Assignment: If a line of the data below holds the string "stroke", copy it.

Data shown:
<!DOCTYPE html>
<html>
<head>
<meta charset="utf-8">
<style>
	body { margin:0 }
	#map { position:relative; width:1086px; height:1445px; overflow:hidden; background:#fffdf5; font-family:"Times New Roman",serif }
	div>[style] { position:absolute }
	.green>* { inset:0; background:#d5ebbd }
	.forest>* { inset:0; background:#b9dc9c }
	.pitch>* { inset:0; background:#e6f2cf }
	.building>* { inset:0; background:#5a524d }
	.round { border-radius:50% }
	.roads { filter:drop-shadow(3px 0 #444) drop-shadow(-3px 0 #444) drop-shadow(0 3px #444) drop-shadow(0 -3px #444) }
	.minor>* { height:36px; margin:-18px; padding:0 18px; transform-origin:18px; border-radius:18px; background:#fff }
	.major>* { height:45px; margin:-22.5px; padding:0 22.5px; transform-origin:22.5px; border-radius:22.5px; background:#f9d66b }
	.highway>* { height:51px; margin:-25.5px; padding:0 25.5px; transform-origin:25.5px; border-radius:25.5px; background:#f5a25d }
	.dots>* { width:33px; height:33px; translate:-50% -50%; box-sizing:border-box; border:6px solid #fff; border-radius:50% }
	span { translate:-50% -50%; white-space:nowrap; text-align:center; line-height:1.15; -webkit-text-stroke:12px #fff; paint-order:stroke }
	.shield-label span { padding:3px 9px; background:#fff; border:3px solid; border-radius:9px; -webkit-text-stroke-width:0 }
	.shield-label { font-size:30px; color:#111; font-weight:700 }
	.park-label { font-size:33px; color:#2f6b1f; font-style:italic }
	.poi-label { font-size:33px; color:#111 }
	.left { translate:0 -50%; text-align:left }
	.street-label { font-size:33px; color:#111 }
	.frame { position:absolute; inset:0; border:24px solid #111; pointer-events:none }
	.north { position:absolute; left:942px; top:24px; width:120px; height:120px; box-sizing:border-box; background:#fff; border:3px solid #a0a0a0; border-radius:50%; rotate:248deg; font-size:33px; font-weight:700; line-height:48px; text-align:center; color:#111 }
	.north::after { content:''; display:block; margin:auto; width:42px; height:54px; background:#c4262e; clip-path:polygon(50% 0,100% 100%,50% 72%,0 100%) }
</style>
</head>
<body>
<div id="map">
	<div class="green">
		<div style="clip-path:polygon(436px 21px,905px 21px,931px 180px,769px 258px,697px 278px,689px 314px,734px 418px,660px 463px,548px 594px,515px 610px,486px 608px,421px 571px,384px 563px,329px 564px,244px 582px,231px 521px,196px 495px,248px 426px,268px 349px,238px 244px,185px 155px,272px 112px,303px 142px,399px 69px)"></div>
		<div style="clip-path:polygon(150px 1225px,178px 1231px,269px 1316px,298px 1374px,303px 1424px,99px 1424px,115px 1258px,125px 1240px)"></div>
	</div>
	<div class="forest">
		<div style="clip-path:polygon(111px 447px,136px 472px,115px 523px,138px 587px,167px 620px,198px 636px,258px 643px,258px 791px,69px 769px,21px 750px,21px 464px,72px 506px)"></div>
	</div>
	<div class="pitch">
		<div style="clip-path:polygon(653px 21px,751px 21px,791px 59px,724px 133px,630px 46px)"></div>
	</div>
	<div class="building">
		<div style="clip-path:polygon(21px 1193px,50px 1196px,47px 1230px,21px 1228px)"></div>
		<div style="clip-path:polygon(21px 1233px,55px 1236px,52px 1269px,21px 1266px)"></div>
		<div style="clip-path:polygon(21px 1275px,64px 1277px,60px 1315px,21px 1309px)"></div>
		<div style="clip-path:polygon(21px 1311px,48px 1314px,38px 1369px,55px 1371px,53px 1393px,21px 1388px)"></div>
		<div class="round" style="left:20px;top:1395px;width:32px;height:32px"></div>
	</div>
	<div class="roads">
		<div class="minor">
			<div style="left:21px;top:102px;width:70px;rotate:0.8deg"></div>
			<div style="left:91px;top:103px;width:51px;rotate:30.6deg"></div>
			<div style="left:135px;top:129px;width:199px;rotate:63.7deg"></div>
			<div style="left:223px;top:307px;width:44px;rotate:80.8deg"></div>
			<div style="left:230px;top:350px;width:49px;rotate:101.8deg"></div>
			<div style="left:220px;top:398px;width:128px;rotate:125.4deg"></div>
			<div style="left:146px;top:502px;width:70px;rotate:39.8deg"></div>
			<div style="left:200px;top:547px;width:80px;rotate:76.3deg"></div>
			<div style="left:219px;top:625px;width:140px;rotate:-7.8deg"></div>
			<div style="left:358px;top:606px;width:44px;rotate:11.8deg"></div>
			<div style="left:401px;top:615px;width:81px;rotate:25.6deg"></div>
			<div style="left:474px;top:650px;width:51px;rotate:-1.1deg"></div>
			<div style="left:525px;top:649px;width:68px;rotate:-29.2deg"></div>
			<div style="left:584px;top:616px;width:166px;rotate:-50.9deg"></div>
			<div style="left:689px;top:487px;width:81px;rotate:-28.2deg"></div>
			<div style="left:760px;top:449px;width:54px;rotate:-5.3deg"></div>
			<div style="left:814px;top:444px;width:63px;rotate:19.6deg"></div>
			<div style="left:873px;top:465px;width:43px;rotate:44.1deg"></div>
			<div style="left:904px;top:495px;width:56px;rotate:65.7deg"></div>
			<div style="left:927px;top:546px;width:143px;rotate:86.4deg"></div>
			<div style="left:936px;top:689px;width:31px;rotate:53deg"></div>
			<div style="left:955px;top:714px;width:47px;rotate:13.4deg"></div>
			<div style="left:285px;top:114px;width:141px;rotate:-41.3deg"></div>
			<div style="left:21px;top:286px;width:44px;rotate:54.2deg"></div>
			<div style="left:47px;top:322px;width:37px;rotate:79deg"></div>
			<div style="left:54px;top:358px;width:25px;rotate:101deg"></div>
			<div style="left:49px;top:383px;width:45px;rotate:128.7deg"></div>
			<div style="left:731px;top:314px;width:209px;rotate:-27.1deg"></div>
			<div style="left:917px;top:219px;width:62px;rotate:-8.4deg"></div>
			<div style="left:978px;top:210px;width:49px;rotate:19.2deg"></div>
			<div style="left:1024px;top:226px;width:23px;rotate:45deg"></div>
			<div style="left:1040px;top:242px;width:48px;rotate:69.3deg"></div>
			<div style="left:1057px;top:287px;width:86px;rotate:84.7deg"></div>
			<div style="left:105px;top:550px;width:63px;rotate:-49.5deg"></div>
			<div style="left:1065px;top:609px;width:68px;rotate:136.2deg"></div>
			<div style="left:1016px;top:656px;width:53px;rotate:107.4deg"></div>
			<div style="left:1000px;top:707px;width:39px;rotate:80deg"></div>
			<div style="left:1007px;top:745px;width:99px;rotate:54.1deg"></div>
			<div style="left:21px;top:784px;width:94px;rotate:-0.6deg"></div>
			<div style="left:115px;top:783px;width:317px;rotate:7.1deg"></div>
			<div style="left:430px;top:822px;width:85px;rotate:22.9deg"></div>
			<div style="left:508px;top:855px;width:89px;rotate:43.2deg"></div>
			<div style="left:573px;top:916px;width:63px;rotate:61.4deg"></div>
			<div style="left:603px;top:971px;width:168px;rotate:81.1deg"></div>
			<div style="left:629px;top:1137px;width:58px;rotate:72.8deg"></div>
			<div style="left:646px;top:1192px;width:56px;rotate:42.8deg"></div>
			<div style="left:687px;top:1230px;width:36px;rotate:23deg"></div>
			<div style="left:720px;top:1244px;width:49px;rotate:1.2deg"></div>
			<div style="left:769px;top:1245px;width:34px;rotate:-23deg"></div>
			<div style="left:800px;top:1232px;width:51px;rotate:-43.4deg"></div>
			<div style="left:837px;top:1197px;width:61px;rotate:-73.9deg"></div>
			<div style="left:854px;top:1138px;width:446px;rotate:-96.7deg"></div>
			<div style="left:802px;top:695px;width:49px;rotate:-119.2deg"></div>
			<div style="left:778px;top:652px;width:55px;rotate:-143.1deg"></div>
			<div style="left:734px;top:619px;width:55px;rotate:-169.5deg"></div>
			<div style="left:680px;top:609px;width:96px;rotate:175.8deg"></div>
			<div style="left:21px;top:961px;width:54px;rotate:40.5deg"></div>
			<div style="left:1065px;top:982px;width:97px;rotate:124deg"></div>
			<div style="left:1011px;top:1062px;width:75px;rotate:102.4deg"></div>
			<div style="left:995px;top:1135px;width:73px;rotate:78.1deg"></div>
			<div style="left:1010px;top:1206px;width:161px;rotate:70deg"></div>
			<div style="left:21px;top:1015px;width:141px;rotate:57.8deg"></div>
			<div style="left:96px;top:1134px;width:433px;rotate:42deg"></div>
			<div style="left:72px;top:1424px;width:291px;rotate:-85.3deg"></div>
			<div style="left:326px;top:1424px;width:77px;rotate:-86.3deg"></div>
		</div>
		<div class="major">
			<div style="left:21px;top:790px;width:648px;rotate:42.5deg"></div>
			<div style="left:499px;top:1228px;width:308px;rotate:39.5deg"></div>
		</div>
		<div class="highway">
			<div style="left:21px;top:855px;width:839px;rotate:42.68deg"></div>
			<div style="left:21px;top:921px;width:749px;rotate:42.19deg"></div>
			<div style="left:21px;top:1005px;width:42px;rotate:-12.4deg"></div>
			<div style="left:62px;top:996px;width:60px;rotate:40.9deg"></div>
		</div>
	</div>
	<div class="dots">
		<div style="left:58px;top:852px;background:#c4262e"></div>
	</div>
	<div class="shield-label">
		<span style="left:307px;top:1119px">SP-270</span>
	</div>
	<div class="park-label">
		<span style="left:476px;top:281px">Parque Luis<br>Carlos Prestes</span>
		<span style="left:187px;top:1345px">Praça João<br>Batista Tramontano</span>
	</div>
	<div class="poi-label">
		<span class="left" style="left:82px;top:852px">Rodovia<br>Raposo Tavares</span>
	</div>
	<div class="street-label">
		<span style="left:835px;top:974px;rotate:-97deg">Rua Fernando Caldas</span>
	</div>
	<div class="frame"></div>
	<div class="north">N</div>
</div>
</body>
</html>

Expected output:
	span { translate:-50% -50%; white-space:nowrap; text-align:center; line-height:1.15; -webkit-text-stroke:12px #fff; paint-order:stroke }
	.shield-label span { padding:3px 9px; background:#fff; border:3px solid; border-radius:9px; -webkit-text-stroke-width:0 }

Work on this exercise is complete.